• ASSIGNMENT: Each entry, in full: copy it out exactly.

===== ENTRIES SHOWN =====

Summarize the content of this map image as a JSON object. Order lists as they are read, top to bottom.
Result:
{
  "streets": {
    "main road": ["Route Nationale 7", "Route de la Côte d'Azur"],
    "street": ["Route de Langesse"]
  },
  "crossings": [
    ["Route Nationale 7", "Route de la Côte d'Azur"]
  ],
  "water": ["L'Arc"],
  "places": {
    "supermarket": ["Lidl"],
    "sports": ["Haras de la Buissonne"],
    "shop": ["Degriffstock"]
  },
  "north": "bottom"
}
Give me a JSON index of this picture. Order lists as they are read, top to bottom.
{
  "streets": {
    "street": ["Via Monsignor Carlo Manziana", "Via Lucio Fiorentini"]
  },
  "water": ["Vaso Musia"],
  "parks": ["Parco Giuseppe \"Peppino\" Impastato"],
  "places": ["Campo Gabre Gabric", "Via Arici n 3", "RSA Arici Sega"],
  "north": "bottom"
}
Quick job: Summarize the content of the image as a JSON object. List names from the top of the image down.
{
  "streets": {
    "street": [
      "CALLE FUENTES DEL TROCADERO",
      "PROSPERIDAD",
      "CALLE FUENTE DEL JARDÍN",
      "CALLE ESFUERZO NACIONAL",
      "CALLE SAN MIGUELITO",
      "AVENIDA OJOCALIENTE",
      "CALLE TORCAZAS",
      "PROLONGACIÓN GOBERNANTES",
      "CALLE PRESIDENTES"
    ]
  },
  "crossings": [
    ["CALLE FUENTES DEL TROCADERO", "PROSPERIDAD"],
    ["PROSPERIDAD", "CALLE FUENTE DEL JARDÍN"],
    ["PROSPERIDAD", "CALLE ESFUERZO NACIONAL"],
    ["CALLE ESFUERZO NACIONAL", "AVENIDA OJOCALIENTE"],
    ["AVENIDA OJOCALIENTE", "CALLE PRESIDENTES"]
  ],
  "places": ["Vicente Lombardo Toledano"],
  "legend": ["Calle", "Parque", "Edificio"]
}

=====

• EXERCISE ANSWER:
Summarize the content of this map image as a JSON object. Order lists as they are read, top to bottom.
Result:
{
  "streets": {
    "main road": ["Route Nationale 7", "Route de la Côte d'Azur"],
    "street": ["Route de Langesse"]
  },
  "crossings": [
    ["Route Nationale 7", "Route de la Côte d'Azur"]
  ],
  "water": ["L'Arc"],
  "places": {
    "supermarket": ["Lidl"],
    "sports": ["Haras de la Buissonne"],
    "shop": ["Degriffstock"]
  },
  "north": "bottom"
}
Give me a JSON index of this picture. Order lists as they are read, top to bottom.
{
  "streets": {
    "street": ["Via Monsignor Carlo Manziana", "Via Lucio Fiorentini"]
  },
  "water": ["Vaso Musia"],
  "parks": ["Parco Giuseppe \"Peppino\" Impastato"],
  "places": ["Campo Gabre Gabric", "Via Arici n 3", "RSA Arici Sega"],
  "north": "bottom"
}
Quick job: Summarize the content of the image as a JSON object. List names from the top of the image down.
{
  "streets": {
    "street": [
      "CALLE FUENTES DEL TROCADERO",
      "PROSPERIDAD",
      "CALLE FUENTE DEL JARDÍN",
      "CALLE ESFUERZO NACIONAL",
      "CALLE SAN MIGUELITO",
      "AVENIDA OJOCALIENTE",
      "CALLE TORCAZAS",
      "PROLONGACIÓN GOBERNANTES",
      "CALLE PRESIDENTES"
    ]
  },
  "crossings": [
    ["CALLE FUENTES DEL TROCADERO", "PROSPERIDAD"],
    ["PROSPERIDAD", "CALLE FUENTE DEL JARDÍN"],
    ["PROSPERIDAD", "CALLE ESFUERZO NACIONAL"],
    ["CALLE ESFUERZO NACIONAL", "AVENIDA OJOCALIENTE"],
    ["AVENIDA OJOCALIENTE", "CALLE PRESIDENTES"]
  ],
  "places": ["Vicente Lombardo Toledano"],
  "legend": ["Calle", "Parque", "Edificio"]
}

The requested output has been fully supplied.